Energy Development in the Amazon

Brazil’s energy mix encompasses 82 per cent hydroelectricity, followed by 7 per cent biomass, 5 per cent natural gas, 3 per cent nuclear, 2 per cent petroleum, and 1 per cent coal. While this energy mix is shifting due to urbanization, international trade, and climate conditions, the long-term dependence on hydroelectricity and the growing usage of biomass make these two forms of energy some of the most important to understand.

Brazil has long been dependent on hydroelectricity for the majority of its energy supply. The country has the third largest installed hydroelectric capacity in the world and sees the Amazon as the hydroelectric frontier (da Silva Soito and Freitas 2011). Planning for power generation is therefore generally based on hydroelectric capacity. However, in the past four to five years, hydroelectricity has generated less energy than projected resulting in difficulties in supplying the base load for the economy and also meeting increasing economic growth. As a result, several other forms of energy have advanced in the country, including oil, natural gas, and several other types of renewable energy, particularly solar and wind. Biomass has also grown to 7 per cent of all energy resources resulting in the Amazonian energy mix being focused in these two areas—see McCormick (2016: figure.1). Installations planned in the next eight years will be predominately large dams, small dams, and biomass, in that order of investment. Two areas of petroleum extraction have been developed already. Several ethanol plants will be developed in the north and eastern part of the region. While hydroelectricity is planned across the region, biomass is planned largely for the frontier region in the southern Amazon and one installation in the northern Amazon. The exact number of installations planned is a point of disagreement amongst experts and officials. Figure 1 in McCormick (2016), which is translated from the national energy plan for 2024, or the most recent documentation of energy planning, reflects the planning of five new large dams.

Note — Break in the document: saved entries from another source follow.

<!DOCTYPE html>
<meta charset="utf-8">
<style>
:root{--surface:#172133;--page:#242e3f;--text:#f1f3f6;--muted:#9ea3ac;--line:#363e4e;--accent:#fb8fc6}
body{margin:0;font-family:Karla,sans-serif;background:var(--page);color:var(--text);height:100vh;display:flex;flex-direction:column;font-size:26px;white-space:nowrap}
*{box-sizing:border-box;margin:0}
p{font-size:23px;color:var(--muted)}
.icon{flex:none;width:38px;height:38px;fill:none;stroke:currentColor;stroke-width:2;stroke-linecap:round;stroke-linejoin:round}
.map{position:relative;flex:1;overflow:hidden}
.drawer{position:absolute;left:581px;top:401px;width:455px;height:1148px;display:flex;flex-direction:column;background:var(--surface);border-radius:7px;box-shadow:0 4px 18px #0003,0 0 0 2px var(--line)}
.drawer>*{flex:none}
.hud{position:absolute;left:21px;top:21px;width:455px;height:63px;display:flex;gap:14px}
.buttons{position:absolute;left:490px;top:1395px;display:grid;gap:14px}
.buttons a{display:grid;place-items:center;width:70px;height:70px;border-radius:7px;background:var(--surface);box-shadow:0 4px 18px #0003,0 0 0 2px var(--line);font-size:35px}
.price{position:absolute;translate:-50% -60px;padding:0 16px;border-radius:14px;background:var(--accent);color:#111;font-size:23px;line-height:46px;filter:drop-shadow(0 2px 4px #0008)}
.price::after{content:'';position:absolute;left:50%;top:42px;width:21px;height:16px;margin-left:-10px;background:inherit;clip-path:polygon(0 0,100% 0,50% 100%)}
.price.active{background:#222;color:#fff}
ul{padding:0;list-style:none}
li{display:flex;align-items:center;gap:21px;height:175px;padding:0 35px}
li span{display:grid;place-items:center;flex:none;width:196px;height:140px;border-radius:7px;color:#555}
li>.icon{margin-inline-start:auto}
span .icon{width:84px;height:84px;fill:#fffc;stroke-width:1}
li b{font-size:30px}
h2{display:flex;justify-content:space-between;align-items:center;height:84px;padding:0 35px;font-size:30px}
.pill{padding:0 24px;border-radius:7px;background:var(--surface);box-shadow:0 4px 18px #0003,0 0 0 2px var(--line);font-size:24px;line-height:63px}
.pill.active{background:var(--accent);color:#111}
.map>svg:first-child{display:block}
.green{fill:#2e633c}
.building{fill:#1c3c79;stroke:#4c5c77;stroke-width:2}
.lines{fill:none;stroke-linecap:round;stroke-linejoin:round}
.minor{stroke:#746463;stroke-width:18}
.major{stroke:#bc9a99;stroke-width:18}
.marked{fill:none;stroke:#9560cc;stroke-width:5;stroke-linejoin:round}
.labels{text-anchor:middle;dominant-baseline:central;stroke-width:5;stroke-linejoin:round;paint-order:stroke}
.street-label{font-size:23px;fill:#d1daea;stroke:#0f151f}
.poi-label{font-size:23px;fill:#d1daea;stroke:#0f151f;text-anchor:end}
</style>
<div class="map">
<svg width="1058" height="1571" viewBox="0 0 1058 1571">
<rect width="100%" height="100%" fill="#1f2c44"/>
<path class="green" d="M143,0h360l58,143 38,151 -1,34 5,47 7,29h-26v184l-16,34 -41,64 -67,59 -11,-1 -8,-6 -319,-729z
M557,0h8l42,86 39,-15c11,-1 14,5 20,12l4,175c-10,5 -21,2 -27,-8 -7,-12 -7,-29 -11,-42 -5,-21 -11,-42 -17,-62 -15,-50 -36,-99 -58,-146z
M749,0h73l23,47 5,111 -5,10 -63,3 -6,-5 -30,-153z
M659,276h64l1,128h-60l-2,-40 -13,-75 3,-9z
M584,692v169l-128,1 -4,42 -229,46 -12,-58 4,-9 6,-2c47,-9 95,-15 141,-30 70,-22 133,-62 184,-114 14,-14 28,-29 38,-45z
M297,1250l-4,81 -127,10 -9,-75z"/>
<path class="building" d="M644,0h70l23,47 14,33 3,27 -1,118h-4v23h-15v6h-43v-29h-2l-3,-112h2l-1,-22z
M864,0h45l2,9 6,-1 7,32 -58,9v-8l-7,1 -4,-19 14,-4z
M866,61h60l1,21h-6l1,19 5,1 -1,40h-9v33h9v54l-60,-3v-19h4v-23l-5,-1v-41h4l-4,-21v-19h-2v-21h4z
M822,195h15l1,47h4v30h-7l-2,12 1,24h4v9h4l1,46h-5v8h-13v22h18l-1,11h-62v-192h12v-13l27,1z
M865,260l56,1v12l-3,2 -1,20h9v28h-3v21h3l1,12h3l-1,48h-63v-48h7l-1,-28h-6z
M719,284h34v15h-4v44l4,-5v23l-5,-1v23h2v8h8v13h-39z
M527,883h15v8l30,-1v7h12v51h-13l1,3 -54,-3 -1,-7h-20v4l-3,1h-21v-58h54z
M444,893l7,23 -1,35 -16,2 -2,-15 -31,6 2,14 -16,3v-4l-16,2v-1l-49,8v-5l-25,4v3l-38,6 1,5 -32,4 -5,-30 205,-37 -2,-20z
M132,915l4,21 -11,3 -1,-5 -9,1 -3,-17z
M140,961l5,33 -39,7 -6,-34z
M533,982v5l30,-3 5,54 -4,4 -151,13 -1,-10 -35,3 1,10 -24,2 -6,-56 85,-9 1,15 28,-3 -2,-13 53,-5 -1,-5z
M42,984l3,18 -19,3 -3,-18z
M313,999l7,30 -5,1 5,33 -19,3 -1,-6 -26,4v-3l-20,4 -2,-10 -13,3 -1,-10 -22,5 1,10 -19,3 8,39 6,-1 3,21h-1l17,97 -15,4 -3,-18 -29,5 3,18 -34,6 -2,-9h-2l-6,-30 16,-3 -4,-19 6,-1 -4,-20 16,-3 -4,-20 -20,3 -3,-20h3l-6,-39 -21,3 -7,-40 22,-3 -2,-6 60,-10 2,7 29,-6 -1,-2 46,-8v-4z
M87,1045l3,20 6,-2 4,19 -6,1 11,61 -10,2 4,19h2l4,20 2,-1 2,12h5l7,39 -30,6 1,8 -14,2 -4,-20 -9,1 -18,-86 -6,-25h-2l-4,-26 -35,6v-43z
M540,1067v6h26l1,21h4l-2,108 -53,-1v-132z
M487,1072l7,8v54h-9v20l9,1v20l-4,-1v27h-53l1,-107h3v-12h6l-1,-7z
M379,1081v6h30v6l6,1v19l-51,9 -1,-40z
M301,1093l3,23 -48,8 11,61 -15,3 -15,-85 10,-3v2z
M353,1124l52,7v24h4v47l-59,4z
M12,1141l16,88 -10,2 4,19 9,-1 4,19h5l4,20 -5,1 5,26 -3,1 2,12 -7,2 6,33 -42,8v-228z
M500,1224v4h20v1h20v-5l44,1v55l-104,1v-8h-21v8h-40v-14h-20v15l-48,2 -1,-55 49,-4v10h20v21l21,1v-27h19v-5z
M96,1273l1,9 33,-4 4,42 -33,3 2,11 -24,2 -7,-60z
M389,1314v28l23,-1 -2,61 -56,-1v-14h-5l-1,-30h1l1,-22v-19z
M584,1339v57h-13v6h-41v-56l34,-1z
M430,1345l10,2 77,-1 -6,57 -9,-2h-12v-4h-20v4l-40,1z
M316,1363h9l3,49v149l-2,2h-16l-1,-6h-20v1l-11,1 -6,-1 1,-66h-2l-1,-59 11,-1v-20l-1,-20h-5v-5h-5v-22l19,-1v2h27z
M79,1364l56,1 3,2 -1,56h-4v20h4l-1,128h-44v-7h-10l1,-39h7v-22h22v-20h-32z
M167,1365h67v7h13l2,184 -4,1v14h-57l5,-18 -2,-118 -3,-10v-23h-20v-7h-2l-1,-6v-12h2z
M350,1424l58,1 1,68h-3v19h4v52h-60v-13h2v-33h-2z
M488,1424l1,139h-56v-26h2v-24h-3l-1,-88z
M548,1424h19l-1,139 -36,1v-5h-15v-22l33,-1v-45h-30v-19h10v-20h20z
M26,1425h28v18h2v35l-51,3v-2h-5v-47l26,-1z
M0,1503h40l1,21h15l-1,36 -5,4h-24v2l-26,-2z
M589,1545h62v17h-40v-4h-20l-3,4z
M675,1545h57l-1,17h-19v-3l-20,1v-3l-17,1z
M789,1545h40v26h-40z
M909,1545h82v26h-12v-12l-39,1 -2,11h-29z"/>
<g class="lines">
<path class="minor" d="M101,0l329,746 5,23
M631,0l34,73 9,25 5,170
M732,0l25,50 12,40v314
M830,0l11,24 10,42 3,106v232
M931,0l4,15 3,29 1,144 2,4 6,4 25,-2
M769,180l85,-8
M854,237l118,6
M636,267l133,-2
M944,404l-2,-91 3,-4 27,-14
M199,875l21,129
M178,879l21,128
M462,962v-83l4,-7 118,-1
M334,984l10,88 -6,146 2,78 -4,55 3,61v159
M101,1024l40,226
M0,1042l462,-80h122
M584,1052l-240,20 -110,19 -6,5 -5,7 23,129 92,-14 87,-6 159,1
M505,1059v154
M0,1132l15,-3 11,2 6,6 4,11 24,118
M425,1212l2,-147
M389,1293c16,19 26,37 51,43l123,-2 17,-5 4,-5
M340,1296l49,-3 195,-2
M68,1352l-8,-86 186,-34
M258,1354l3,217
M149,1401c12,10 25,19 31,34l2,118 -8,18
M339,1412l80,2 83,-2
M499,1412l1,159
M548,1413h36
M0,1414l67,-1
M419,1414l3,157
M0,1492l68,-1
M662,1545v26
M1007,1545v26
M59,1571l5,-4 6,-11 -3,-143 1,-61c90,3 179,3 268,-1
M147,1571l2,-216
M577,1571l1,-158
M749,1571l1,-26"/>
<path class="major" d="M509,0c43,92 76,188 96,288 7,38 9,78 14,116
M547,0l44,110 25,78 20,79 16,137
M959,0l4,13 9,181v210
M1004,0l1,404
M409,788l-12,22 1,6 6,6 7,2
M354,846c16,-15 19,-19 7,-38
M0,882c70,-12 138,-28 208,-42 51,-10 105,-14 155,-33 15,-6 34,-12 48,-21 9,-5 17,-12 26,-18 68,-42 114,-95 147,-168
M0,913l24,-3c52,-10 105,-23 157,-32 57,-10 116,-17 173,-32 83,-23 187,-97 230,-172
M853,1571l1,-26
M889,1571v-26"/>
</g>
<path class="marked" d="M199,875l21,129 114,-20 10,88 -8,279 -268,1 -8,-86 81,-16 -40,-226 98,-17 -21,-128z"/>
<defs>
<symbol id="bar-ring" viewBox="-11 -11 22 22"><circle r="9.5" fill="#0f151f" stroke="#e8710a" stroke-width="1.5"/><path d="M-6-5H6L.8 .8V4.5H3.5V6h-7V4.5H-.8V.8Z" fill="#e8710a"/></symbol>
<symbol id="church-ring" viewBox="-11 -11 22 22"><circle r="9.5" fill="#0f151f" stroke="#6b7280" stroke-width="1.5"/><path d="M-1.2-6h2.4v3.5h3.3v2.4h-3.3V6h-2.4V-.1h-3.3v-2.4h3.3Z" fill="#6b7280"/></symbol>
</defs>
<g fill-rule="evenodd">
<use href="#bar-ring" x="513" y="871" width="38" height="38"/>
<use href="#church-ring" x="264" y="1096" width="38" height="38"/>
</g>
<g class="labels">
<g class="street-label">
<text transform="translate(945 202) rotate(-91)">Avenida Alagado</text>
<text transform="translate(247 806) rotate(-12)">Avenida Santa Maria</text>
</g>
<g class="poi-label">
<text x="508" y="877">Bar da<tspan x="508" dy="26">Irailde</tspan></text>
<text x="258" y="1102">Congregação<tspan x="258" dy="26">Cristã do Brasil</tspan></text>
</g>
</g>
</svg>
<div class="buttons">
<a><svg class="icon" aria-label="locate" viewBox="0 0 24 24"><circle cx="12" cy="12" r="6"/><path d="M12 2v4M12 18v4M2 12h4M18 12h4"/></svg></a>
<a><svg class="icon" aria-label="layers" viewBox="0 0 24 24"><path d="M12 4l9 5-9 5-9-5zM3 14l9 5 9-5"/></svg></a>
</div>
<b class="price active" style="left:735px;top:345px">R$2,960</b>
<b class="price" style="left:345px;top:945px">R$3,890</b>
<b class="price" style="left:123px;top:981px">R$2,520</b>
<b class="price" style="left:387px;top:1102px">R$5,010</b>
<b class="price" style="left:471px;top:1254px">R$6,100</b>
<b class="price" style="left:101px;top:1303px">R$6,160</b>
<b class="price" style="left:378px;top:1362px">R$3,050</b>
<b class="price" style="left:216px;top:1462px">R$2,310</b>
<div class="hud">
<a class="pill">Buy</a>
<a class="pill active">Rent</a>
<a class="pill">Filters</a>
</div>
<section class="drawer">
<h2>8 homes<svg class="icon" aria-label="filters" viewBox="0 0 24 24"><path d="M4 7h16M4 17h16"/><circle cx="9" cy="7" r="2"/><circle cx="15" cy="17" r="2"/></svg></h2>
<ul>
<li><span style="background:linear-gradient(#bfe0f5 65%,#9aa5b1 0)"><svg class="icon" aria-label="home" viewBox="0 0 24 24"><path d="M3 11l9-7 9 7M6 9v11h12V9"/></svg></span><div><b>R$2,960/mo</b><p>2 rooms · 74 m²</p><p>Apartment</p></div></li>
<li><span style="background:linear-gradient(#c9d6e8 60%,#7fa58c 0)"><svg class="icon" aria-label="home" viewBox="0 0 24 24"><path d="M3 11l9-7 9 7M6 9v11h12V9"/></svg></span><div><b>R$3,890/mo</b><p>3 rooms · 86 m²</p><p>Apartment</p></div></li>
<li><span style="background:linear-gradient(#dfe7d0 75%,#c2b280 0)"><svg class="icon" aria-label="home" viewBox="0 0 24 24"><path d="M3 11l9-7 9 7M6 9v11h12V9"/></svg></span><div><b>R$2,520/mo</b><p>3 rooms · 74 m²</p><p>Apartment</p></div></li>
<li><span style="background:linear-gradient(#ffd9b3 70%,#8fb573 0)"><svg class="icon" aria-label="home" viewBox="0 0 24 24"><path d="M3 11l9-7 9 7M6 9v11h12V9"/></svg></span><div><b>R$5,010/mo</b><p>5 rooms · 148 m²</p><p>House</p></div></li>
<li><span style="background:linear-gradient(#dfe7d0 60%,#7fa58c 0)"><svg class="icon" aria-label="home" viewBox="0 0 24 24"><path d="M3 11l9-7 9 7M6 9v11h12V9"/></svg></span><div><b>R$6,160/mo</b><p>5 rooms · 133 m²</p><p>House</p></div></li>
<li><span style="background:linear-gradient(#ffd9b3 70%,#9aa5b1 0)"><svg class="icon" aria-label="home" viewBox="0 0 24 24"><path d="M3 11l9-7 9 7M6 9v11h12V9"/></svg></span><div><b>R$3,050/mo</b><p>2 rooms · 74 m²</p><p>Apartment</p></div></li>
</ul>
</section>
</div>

However, some other studies have argued that there are up to thirty new dams being planned.

Since the installation of the democratic government, only one large dam complex has been completed in the Amazon. The Rio Madeira Dam complex, constituted by the Santo Antonio and Jirau Dams, are being built in the western Amazon. The dams have an expected 3,150 MW installed capacity that will be consumed in the northern and southern regions of the country. They have had multiple negative localized consequences, such as displacing local indigenous people, threatening the migration of fish populations, and destroying the habitats for multiple species. Most importantly, however, the dam complex reservoirs are meant to be a part of a series of waterways facilitating the export of soy grown in the region (Fearnside 2014). The dam complex began commercial production in 2012, but the second of the two, Santo Antonio, is not yet complete. The second large dam that has been proposed since the 1980s and recently has neared completion is the Belo Monte Dam near Altamira in the western Amazon. Belo Monte will be the third largest dam in the world. It is the most controversial dam project in the history of Brazil and has resulted in numerous violations of human rights laws.

The second largest source of energy in Brazil is biomass. While biomass can be developed in many parts of the country, depending on the type, biomass development in the Amazon has traditionally come from the centre-west region and the north, focused on large-scale conversion of pasture and/or rainforest to crops of carbohydrates, such as sugar cane, soy, and palm. It has grown as an area of investment in recent years with promising future growth (Lora and Andrade 2009). There are several major forms of biomass: sugarcane, soy, switchgrass, and wood. While 61 per cent of Brazil’s land is forest, 1 per cent is used for sugarcane, 0.8 per cent is manually forested, and 3.25 per cent is used for soy bean planting (Colodette etal. 2014). Recently, sugar cane has been one of the forms resulting in approximately 30 million tons of sugar and 20 million tons of ethanol annually (Griffin and Scandiffio 2009). Wood production for charcoal, firewood, wood chips, and soy (Walter, Dolzan, and Piacente 2006) has been based around several types of trees, such as eucalyptus and acacia, that can be produced across the country. The development of soy (along with cattle ranching) has been cited as a primary driver of deforestation (Soares-Filho et al. 2006). Other forms of biomass have been found to drive deforestation, although some of these resources can be developed in locations outside of both the legal Amazon and the frontier area, resulting in less deforestation risk.